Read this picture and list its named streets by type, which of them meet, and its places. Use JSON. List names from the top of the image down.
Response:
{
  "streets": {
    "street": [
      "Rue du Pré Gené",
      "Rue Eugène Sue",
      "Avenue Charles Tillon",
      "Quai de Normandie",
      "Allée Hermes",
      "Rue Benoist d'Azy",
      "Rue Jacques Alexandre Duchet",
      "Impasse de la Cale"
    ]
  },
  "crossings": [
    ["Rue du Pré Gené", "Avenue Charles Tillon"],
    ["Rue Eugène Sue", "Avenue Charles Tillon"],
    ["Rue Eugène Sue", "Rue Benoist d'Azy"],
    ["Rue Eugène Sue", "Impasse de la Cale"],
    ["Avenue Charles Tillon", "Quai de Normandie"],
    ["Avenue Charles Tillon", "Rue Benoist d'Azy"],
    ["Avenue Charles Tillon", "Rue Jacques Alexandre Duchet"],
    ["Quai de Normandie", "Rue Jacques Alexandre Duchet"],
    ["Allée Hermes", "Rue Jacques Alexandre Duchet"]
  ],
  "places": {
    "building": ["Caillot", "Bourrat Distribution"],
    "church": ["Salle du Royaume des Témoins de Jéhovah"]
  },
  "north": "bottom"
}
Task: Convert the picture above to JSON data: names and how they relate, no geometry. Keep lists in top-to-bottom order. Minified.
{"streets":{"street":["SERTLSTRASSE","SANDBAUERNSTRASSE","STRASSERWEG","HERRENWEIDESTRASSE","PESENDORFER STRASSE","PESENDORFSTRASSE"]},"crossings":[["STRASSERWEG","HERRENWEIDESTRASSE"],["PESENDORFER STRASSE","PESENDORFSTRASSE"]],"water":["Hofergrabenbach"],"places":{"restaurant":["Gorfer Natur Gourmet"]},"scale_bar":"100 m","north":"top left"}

• • • • •

# Task objective
Reproduce exactly, with nothing added, the lines from the one that contains "Task: Convert the" to the end of the data.

# Answer section
Task: Convert the picture above to JSON data: names and how they relate, no geometry. Keep lists in top-to-bottom order. Minified.
{"streets":{"street":["SERTLSTRASSE","SANDBAUERNSTRASSE","STRASSERWEG","HERRENWEIDESTRASSE","PESENDORFER STRASSE","PESENDORFSTRASSE"]},"crossings":[["STRASSERWEG","HERRENWEIDESTRASSE"],["PESENDORFER STRASSE","PESENDORFSTRASSE"]],"water":["Hofergrabenbach"],"places":{"restaurant":["Gorfer Natur Gourmet"]},"scale_bar":"100 m","north":"top left"}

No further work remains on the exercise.